The Underground Railroad
Director Barry Jenkins has adapted Colson Whitehead’s Pulitzer Prize-winning novel into a TV series on Amazon Prime. It traces the story of enslaved Cora (Thuso Mbedu), who flees with Caesar (Aaron Pierre) on the Underground Railroad. It’s the name of a historical escape route that consisted of hide-outs mostly at white family homes throughout the United States. An estimated 100.000 slaves managed to reach the northern states or Canada through this network. However, in the book and the series, it’s a literal railroad that serves as a metaphor. The critically acclaimed series shows the trauma, violence, and suffering in often excruciating detail. Jenkins paints the pain with all the means at his disposal. And every station along the railroad bears new dangers.

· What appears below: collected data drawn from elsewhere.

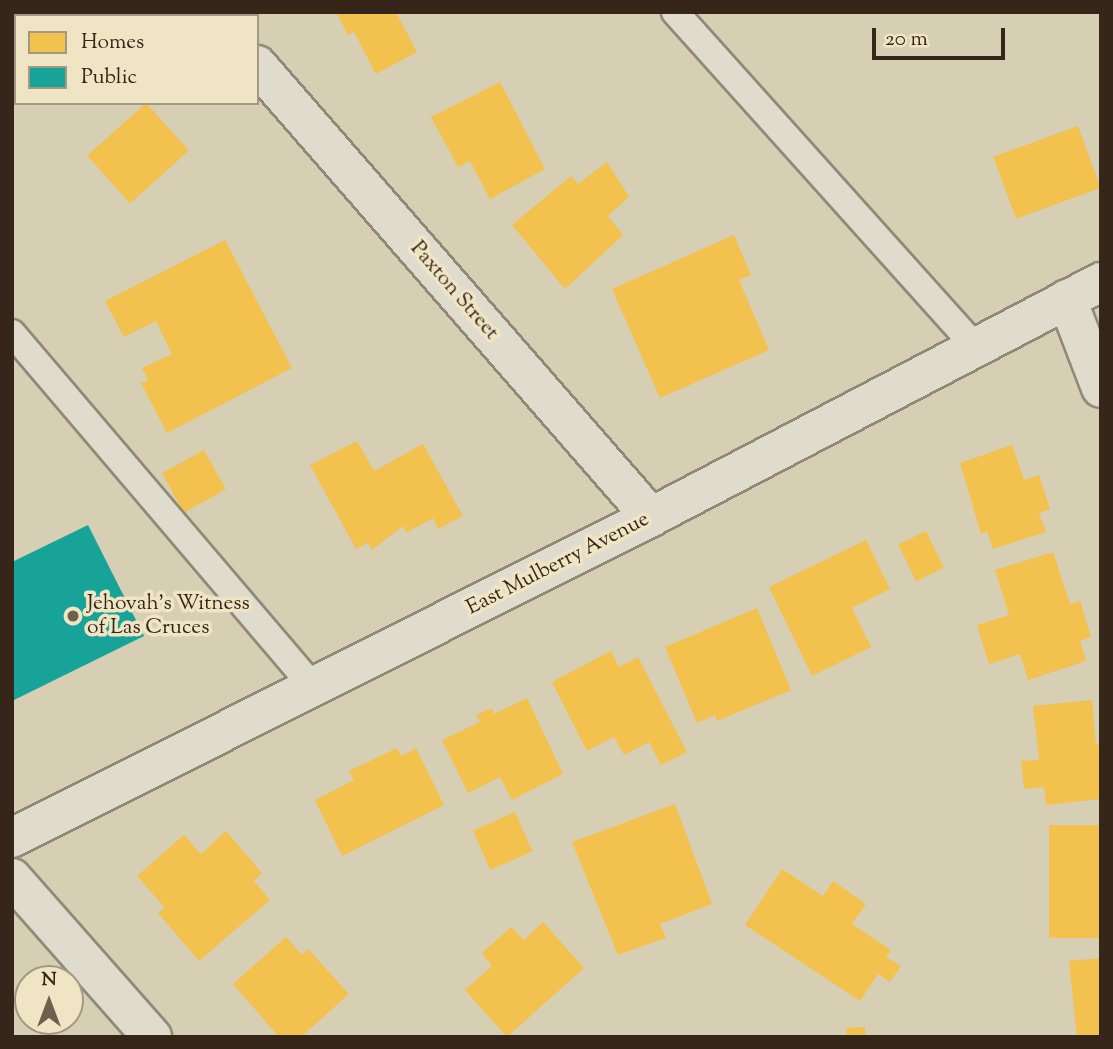 <!DOCTYPE html>
<style>
body{margin:0}
#map{position:relative;width:1113px;height:1049px;overflow:hidden;background:#d7cfb3;font-family:"Sorts Mill Goudy",serif}
div>[style]{position:absolute}
.homes>*{inset:0;background:#f2c14e;transform-origin:0 0}
.public>*{inset:0;background:#17a398}
.roads{filter:drop-shadow(2px 0 #908978) drop-shadow(-2px 0 #908978) drop-shadow(0 2px #908978) drop-shadow(0 -2px #908978)}
.service>*{height:26px;margin:-13px;padding:0 13px;transform-origin:13px;border-radius:13px;background:#e0dccd}
.minor>*{height:38px;margin:-19px;padding:0 19px;transform-origin:19px;border-radius:19px;background:#e0dccd}
.dots>*{width:19px;height:19px;translate:-50% -50%;box-sizing:border-box;border:4px solid #efe5c4;border-radius:50%}
span{translate:-50% -50%;white-space:nowrap;text-align:center;line-height:1.15;-webkit-text-stroke:7px #efe5c4;paint-order:stroke}
.street-label{font-size:21px;color:#362519}
.poi-label{font-size:21px;color:#362519}
.left{translate:0 -50%;text-align:left}
.frame{position:absolute;inset:0;border:14px solid #362519;pointer-events:none}
.legend{position:absolute;left:14px;top:14px;width:245px;height:91px;box-sizing:border-box;background:#efe5c4;border:2px solid #a59880;margin:0;padding:9px 12px;list-style:none;font-size:21px;color:#362519}
.legend li{display:flex;align-items:center;gap:14px;height:35px}
.legend b{width:35px;border:2px solid #a59880}
.north{position:absolute;left:14px;top:965px;width:70px;height:70px;box-sizing:border-box;background:#efe5c4;border:2px solid #a59880;border-radius:50%;rotate:0deg;font-size:19px;font-weight:700;line-height:28px;text-align:center;color:#362519}
.north::after{content:'';display:block;margin:auto;width:24px;height:32px;background:#6e604f;clip-path:polygon(50% 0,100% 100%,50% 72%,0 100%)}
.scale{position:absolute;left:872px;top:28px;width:133px;height:32px;box-sizing:border-box;border:4px solid #362519;border-top:0;padding-left:9px;font-size:21px;line-height:24px;white-space:nowrap;color:#362519;-webkit-text-stroke:5px #efe5c4;paint-order:stroke}
</style>
<div id="map">
<div class="homes">
<div style="clip-path:polygon(336px 12px,396px 12px,417px 52px,376px 74px,354px 32px,348px 35px)"></div>
<div style="clip-path:polygon(500px 82px,545px 169px,490px 199px,470px 161px,458px 167px,431px 117px)"></div>
<div style="left:146px;top:103px;width:64px;height:79px;rotate:48deg"></div>
<div style="left:1078px;top:126px;width:66px;height:90px;rotate:70deg"></div>
<div style="clip-path:polygon(607px 162px,629px 197px,608px 216px,623px 235px,565px 289px,512px 225px,571px 176px,578px 184px)"></div>
<div style="clip-path:polygon(734px 235px,751px 275px,739px 280px,769px 350px,660px 398px,612px 289px)"></div>
<div style="clip-path:polygon(225px 240px,292px 368px,167px 433px,141px 383px,148px 380px,142px 368px,172px 354px,156px 321px,124px 337px,105px 301px)"></div>
<div style="clip-path:polygon(357px 441px,374px 471px,423px 444px,463px 516px,438px 529px,433px 518px,406px 533px,403px 526px,372px 550px,368px 543px,356px 549px,310px 465px)"></div>
<div style="clip-path:polygon(1012px 445px,1024px 480px,1039px 475px,1050px 509px,1039px 513px,1046px 532px,993px 549px,987px 531px,981px 534px,960px 463px)"></div>
<div style="left:204px;top:450px;width:45px;height:48px;rotate:61deg"></div>
<div style="left:926px;top:531px;width:41px;height:31px;rotate:64deg"></div>
<div style="clip-path:polygon(866px 540px,890px 589px,852px 608px,871px 647px,812px 676px,769px 587px)"></div>
<div style="clip-path:polygon(1053px 552px,1070px 604px,1080px 601px,1091px 637px,1080px 641px,1086px 661px,1028px 680px,1020px 654px,989px 664px,977px 625px,1009px 615px,995px 570px)"></div>
<div style="clip-path:polygon(757px 608px,791px 690px,717px 721px,715px 715px,697px 723px,665px 647px)"></div>
<div style="clip-path:polygon(611px 651px,619px 667px,638px 657px,687px 752px,661px 765px,649px 742px,624px 755px,614px 737px,587px 751px,552px 682px)"></div>
<div style="clip-path:polygon(527px 698px,563px 774px,512px 800px,500px 777px,468px 793px,442px 740px,480px 722px,476px 715px,492px 708px,494px 714px)"></div>
<div style="clip-path:polygon(1092px 700px,1096px 745px,1101px 744px,1101px 799px,1046px 805px,1044px 787px,1024px 789px,1021px 761px,1039px 760px,1033px 706px)"></div>
<div style="clip-path:polygon(397px 748px,401px 756px,416px 748px,444px 805px,342px 856px,315px 800px,354px 780px,349px 771px)"></div>
<div style="clip-path:polygon(675px 804px,712px 904px,660px 924px,666px 938px,618px 955px,572px 842px)"></div>
<div style="left:515px;top:812px;width:43px;height:46px;rotate:66deg"></div>
<div style="left:1101px;top:825px;width:113px;height:52px;rotate:90deg"></div>
<div style="clip-path:polygon(226px 831px,262px 873px,254px 881px,270px 900px,199px 961px,158px 913px,165px 908px,137px 876px,184px 835px,201px 854px)"></div>
<div style="clip-path:polygon(782px 869px,823px 896px,833px 881px,866px 904px,852px 924px,891px 950px,886px 957px,901px 966px,890px 982px,878px 974px,860px 1001px,745px 925px)"></div>
<div style="clip-path:polygon(543px 922px,584px 968px,507px 1037px,465px 990px,492px 966px,482px 953px,511px 927px,524px 940px)"></div>
<div style="clip-path:polygon(286px 937px,302px 955px,308px 949px,349px 994px,301px 1037px,279px 1037px,233px 984px)"></div>
<div style="clip-path:polygon(1101px 958px,1101px 1037px,1077px 1037px,1069px 961px)"></div>
<div style="clip-path:polygon(865px 1027px,865px 1037px,847px 1037px,846px 1028px)"></div>
</div>
<div class="public">
<div style="clip-path:polygon(88px 525px,144px 636px,12px 701px,12px 562px)"></div>
</div>
<div class="roads">
<div class="service">
<div style="left:675px;top:12px;width:450px;rotate:48.1deg"></div>
<div style="left:12px;top:333px;width:465px;rotate:49.6deg"></div>
</div>
<div class="minor">
<div style="left:211px;top:12px;width:5px;rotate:53deg"></div>
<div style="left:77px;top:16px;width:8px;rotate:-30deg"></div>
<div style="left:12px;top:49px;width:4px;rotate:-27deg"></div>
<div style="left:257px;top:65px;width:600px;rotate:48.92deg"></div>
<div style="left:1067px;top:299px;width:95px;rotate:69.1deg"></div>
<div style="left:12px;top:838px;width:715px;rotate:-26.67deg"></div>
<div style="left:651px;top:517px;width:508px;rotate:-27.57deg"></div>
<div style="left:12px;top:878px;width:212px;rotate:48.6deg"></div>
</div>
</div>
<div class="dots">
<div style="left:73px;top:616px;background:#6e604f"></div>
</div>
<div class="street-label">
<span style="left:454px;top:291px;rotate:49deg">Paxton Street</span>
<span style="left:558px;top:564px;rotate:-27deg">East Mulberry Avenue</span>
</div>
<div class="poi-label">
<span class="left" style="left:87px;top:616px">Jehovah's Witness<br>of Las Cruces</span>
</div>
<div class="frame"></div>
<ul class="legend">
<li><b style="height:19px;background:#f2c14e"></b>Homes</li>
<li><b style="height:19px;background:#17a398"></b>Public</li>
</ul>
<div class="north">N</div>
<div class="scale">20 m</div>
</div>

Group Show “Defied Logic” at Ivy Brown Gallery
Our time defies Logic in many ways, or instead, it creates a different kind of Logic. What was certain for centuries becomes obsolete in a matter of hours, while simultaneously old ideas of isolationism thrive once more. Logic is outdated and recreated, dissected, and revisited. Only artistic production can fathom such discrepancies and come unscathed. Surrealism is a notion that comes to mind when an individual is facing a reality of one’s own making when considering how real her reality is, how accurate his dreams. Surreal painters bring their mysteries, puzzles, riddles, sets of visual associations, and hidden keys. Artists selected for Defied Logic – a four-artist exhibition at Ivy Brown Gallery in New York do not purposefully chase their dreams or subconscious drives. Yet what they show us are questions and metaphors executed through their highly personalized and masterful languages. In the selected works phantasmagoric dynamic of traditional surrealism gives way to a more contemplative and reflexive turn, which is also disquieting and shape-shifting. Defied Logic still runs until May 31.

Sudhir Breaks the Internet
The Columbia University sociologist Sudhir Venkatesh has spent most of his career studying the urban underworlds. His book Gang Leader for a Day became a national best-seller and resonated with Mark Zuckerberg, who hired Venkatesh to help Facebook address fake news and online bullying. In his podcast, Venkatesh draws from his experiences and connections and dives into the world of big tech interviewing the people running Silicon Valley. The podcast “Sudir Breaks the Internet” aims to help us understand what is wrong with social media and the digital world as a whole. His first episode, “Designed to Tear Us Apart,” explores “how social media is built to encourage bad behavior, and why one afternoon of unrest can’t overcome a decades-old mindset in Silicon Valley that blinds them to this reality.”